- [Data supplied]

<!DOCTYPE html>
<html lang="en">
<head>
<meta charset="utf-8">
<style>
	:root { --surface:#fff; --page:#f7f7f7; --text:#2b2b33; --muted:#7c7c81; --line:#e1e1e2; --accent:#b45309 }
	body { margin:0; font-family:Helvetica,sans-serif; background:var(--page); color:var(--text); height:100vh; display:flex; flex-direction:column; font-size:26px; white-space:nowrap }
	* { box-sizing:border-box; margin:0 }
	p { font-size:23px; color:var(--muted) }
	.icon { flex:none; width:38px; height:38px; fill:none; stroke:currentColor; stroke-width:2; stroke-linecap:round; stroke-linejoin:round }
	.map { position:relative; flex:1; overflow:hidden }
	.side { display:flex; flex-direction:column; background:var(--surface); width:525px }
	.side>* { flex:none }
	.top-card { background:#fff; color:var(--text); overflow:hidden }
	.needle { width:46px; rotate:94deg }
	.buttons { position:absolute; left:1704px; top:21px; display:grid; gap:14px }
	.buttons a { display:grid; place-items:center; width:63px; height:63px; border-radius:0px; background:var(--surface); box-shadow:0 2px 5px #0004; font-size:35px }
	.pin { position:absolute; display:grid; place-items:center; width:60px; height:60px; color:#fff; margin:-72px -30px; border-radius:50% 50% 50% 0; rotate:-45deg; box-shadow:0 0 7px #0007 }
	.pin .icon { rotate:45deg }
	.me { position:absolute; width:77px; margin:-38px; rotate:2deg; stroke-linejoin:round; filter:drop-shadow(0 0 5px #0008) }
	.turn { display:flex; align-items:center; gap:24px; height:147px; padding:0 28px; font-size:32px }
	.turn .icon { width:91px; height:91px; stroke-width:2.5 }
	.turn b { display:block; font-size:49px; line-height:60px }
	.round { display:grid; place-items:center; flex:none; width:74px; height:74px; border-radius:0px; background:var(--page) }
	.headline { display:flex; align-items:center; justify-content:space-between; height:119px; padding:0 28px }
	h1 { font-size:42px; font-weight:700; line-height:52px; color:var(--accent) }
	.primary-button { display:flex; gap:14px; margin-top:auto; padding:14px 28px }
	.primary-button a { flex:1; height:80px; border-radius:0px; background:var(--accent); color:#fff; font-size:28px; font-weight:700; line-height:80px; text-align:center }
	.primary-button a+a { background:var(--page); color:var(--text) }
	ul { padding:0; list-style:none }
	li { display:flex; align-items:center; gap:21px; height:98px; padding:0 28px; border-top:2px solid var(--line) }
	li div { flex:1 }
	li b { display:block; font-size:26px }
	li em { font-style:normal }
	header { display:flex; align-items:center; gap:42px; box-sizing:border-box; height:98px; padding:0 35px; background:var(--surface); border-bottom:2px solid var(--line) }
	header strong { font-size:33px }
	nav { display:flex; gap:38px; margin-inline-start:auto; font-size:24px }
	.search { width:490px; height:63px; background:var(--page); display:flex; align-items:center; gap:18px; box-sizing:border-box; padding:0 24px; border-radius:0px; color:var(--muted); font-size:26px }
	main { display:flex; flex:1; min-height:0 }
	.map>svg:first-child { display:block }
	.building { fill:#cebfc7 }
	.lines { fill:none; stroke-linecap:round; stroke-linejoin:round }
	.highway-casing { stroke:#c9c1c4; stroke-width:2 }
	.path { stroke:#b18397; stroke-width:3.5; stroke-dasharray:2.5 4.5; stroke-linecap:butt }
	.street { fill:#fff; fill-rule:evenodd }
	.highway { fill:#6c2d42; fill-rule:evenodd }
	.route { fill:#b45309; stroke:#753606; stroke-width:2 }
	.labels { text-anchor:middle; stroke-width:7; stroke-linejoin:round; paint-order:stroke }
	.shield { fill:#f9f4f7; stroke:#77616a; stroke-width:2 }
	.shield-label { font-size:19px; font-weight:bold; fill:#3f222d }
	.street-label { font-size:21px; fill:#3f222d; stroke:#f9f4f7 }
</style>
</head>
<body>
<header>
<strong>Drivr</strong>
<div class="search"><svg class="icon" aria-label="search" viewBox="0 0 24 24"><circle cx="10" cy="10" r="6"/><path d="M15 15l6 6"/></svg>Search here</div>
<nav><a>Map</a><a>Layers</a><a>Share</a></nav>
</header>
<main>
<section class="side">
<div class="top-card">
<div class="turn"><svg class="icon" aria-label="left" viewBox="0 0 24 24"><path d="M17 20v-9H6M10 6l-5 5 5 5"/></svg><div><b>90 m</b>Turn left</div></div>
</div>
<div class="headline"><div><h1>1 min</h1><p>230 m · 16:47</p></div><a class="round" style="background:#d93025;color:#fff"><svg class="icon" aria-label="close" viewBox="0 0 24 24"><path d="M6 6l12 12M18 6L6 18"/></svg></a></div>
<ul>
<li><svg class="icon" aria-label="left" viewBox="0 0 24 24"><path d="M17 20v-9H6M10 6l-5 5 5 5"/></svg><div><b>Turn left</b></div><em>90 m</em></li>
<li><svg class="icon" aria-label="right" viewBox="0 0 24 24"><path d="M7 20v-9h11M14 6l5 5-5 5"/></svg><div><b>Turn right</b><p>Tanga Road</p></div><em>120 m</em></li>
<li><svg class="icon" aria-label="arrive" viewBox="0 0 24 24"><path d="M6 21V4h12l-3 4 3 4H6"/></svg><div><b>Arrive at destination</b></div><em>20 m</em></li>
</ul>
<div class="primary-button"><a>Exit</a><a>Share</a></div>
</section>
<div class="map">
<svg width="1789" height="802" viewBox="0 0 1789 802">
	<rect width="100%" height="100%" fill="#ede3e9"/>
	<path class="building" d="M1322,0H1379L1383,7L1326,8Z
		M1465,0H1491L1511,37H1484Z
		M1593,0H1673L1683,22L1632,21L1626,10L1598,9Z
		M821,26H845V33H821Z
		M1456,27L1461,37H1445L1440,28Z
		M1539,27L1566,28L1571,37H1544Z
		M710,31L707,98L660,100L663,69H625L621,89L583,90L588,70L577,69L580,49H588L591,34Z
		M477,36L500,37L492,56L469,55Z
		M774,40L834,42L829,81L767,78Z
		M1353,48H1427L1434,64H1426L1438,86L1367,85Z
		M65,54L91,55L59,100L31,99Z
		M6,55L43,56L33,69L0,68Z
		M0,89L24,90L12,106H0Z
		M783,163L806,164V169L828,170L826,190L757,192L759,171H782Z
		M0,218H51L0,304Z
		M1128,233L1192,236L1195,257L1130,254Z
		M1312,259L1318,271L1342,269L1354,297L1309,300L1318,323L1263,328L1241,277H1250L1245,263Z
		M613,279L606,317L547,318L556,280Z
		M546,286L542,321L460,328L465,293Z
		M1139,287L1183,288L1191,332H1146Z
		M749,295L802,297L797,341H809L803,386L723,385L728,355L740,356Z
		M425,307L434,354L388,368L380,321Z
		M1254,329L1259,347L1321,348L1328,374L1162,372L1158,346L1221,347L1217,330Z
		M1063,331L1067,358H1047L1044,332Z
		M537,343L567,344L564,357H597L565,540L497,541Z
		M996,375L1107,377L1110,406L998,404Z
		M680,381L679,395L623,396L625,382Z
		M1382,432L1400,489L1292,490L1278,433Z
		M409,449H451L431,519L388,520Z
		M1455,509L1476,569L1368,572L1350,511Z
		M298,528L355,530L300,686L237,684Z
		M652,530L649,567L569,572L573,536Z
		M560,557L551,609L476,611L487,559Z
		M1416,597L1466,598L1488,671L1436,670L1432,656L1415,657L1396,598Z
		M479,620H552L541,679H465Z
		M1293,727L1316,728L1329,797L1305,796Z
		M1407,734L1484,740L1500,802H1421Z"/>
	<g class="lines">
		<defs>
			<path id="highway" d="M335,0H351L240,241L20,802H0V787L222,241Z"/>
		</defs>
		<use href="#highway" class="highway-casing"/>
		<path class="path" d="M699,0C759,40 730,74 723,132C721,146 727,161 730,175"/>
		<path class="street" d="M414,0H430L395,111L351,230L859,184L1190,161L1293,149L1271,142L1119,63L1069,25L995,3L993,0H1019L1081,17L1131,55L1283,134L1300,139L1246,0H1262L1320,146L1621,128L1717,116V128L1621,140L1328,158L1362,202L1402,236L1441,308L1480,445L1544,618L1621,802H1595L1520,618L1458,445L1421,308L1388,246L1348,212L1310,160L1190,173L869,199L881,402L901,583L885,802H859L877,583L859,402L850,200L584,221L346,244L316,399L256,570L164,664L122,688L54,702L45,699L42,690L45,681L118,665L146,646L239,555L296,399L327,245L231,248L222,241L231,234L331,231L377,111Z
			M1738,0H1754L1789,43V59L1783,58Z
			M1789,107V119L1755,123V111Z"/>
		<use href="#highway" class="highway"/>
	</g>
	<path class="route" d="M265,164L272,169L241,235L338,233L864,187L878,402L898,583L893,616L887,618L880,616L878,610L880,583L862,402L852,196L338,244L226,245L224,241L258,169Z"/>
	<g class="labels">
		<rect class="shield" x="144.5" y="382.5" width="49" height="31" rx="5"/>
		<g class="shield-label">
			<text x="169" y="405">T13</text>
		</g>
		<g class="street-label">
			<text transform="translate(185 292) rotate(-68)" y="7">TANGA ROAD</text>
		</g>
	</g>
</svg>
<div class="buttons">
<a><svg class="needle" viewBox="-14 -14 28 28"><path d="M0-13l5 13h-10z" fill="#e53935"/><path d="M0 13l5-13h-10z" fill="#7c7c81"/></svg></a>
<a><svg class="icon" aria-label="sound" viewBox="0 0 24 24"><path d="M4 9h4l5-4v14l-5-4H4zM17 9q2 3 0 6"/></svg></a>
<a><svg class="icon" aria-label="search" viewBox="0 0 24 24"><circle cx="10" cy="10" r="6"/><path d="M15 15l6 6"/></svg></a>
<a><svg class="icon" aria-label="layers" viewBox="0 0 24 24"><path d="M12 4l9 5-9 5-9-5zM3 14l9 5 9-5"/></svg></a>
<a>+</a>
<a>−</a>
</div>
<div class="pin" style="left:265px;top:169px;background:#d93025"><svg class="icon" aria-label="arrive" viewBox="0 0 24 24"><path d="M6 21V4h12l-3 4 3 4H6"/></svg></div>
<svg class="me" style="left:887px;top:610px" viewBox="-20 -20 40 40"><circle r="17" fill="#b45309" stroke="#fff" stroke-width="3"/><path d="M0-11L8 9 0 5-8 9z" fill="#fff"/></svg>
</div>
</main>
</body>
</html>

- [Work request]
Go back to the start of the listing above. Reproduce each line exactly, ending with the line that contains "position:absolute; width:77px; margin:-38px;".

- [Written answer]
<!DOCTYPE html>
<html lang="en">
<head>
<meta charset="utf-8">
<style>
	:root { --surface:#fff; --page:#f7f7f7; --text:#2b2b33; --muted:#7c7c81; --line:#e1e1e2; --accent:#b45309 }
	body { margin:0; font-family:Helvetica,sans-serif; background:var(--page); color:var(--text); height:100vh; display:flex; flex-direction:column; font-size:26px; white-space:nowrap }
	* { box-sizing:border-box; margin:0 }
	p { font-size:23px; color:var(--muted) }
	.icon { flex:none; width:38px; height:38px; fill:none; stroke:currentColor; stroke-width:2; stroke-linecap:round; stroke-linejoin:round }
	.map { position:relative; flex:1; overflow:hidden }
	.side { display:flex; flex-direction:column; background:var(--surface); width:525px }
	.side>* { flex:none }
	.top-card { background:#fff; color:var(--text); overflow:hidden }
	.needle { width:46px; rotate:94deg }
	.buttons { position:absolute; left:1704px; top:21px; display:grid; gap:14px }
	.buttons a { display:grid; place-items:center; width:63px; height:63px; border-radius:0px; background:var(--surface); box-shadow:0 2px 5px #0004; font-size:35px }
	.pin { position:absolute; display:grid; place-items:center; width:60px; height:60px; color:#fff; margin:-72px -30px; border-radius:50% 50% 50% 0; rotate:-45deg; box-shadow:0 0 7px #0007 }
	.pin .icon { rotate:45deg }
	.me { position:absolute; width:77px; margin:-38px; rotate:2deg; stroke-linejoin:round; filter:drop-shadow(0 0 5px #0008) }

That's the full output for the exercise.